§ **Instructions for the task**
Wherever the word "Joana" turns up in a line of the entries, copy that line.

§ **Task inputs**
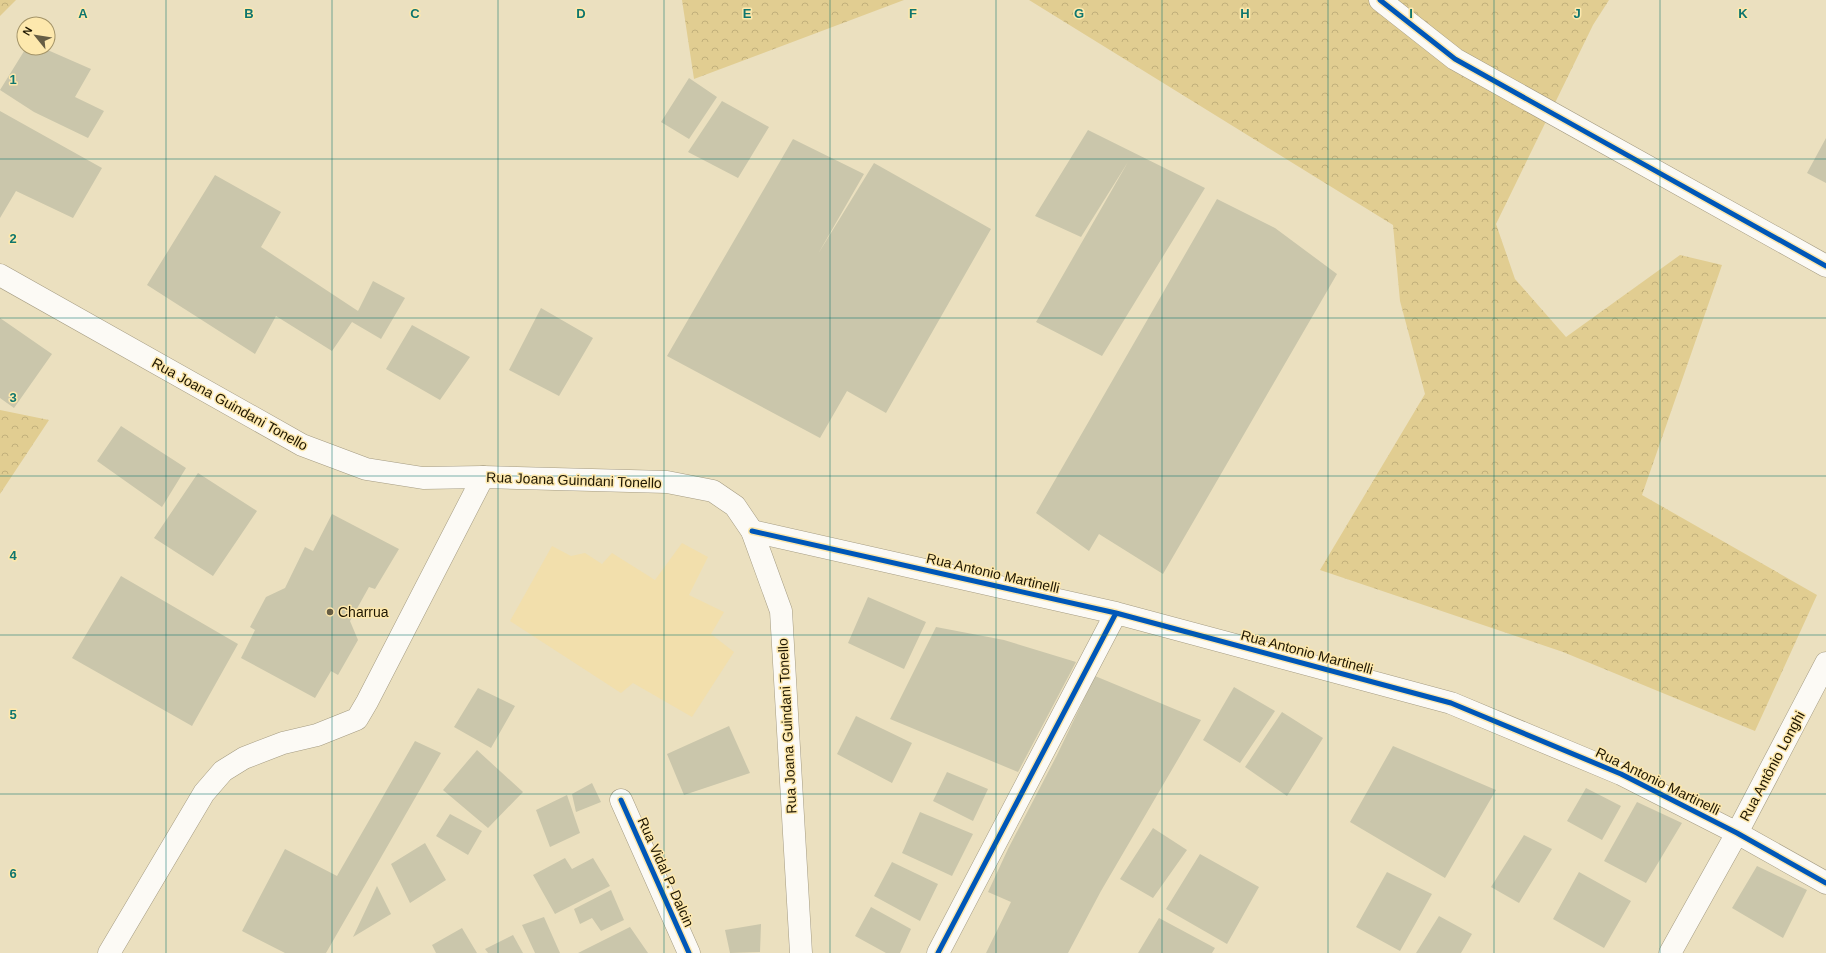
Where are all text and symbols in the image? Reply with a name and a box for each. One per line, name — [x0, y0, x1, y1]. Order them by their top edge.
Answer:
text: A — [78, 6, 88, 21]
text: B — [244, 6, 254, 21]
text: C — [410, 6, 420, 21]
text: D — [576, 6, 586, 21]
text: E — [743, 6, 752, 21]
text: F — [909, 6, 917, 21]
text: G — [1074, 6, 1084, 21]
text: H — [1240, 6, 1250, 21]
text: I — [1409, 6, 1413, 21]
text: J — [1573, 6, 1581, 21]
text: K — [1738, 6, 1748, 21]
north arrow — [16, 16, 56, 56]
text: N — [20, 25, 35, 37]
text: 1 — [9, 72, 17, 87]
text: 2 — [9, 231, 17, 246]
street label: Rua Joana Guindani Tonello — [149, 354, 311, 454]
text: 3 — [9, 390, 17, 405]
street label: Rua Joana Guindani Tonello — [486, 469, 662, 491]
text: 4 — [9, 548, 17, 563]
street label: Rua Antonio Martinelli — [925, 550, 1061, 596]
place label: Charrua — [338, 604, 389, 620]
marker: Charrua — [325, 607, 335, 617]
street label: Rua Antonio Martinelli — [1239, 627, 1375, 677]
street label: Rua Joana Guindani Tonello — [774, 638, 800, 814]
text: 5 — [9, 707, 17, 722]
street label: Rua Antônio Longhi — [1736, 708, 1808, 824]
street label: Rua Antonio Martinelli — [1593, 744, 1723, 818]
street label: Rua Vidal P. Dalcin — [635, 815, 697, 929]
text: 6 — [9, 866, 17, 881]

§ **Exercise answer**
street label: Rua Joana Guindani Tonello — [149, 354, 311, 454]
street label: Rua Joana Guindani Tonello — [486, 469, 662, 491]
street label: Rua Joana Guindani Tonello — [774, 638, 800, 814]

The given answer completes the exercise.